* [About this task]
Produce a verbatim transcription of the entries, with all pictures omitted.

Segment Start: Supplied entries

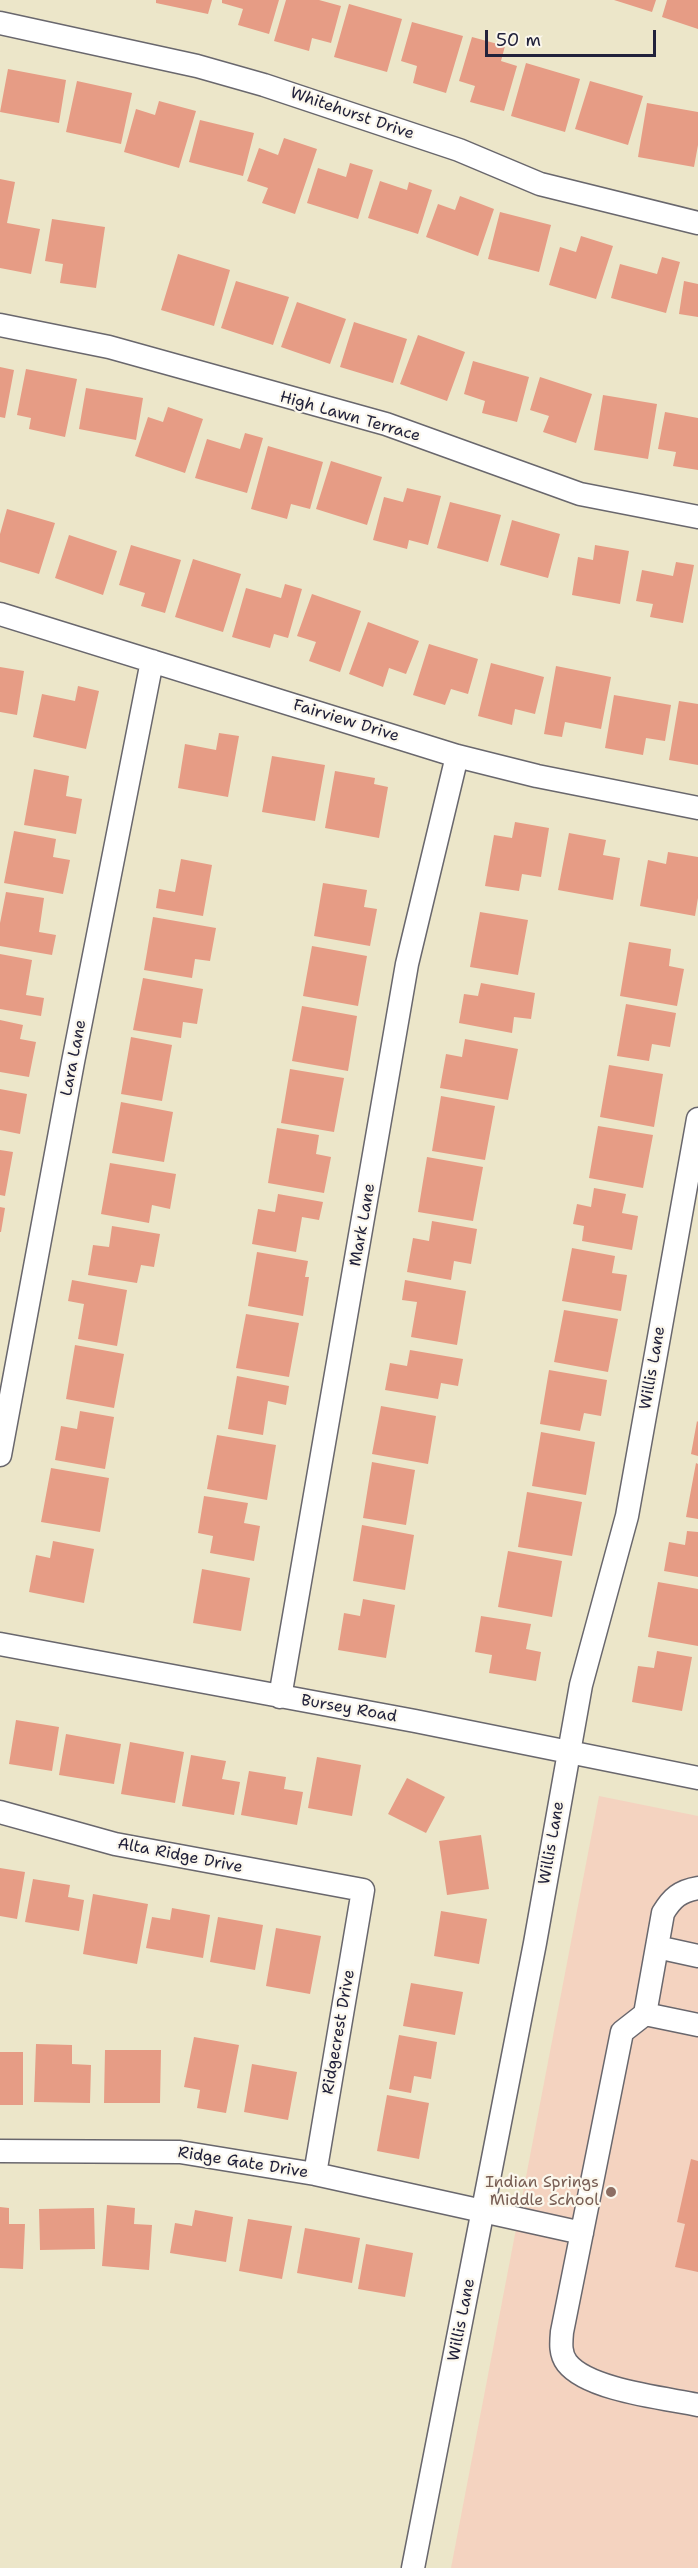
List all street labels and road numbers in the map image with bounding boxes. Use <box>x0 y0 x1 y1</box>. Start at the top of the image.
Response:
street label: Whitehurst Drive <box>288 84 416 144</box>
street label: High Lawn Terrace <box>278 388 422 446</box>
street label: Fairview Drive <box>291 696 401 746</box>
street label: Lara Lane <box>57 1018 91 1098</box>
street label: Mark Lane <box>346 1182 380 1268</box>
street label: Willis Lane <box>636 1325 670 1411</box>
street label: Bursey Road <box>300 1691 398 1727</box>
street label: Willis Lane <box>535 1800 569 1886</box>
street label: Alta Ridge Drive <box>116 1834 244 1878</box>
street label: Ridgecrest Drive <box>319 1968 359 2096</box>
street label: Ridge Gate Drive <box>176 2143 310 2183</box>
street label: Willis Lane <box>445 2277 479 2363</box>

Segment End: Supplied entries

* [Task result]
List all street labels and road numbers in the map image with bounding boxes. Use <box>x0 y0 x1 y1</box>. Start at the top of the image.
Response:
street label: Whitehurst Drive <box>288 84 416 144</box>
street label: High Lawn Terrace <box>278 388 422 446</box>
street label: Fairview Drive <box>291 696 401 746</box>
street label: Lara Lane <box>57 1018 91 1098</box>
street label: Mark Lane <box>346 1182 380 1268</box>
street label: Willis Lane <box>636 1325 670 1411</box>
street label: Bursey Road <box>300 1691 398 1727</box>
street label: Willis Lane <box>535 1800 569 1886</box>
street label: Alta Ridge Drive <box>116 1834 244 1878</box>
street label: Ridgecrest Drive <box>319 1968 359 2096</box>
street label: Ridge Gate Drive <box>176 2143 310 2183</box>
street label: Willis Lane <box>445 2277 479 2363</box>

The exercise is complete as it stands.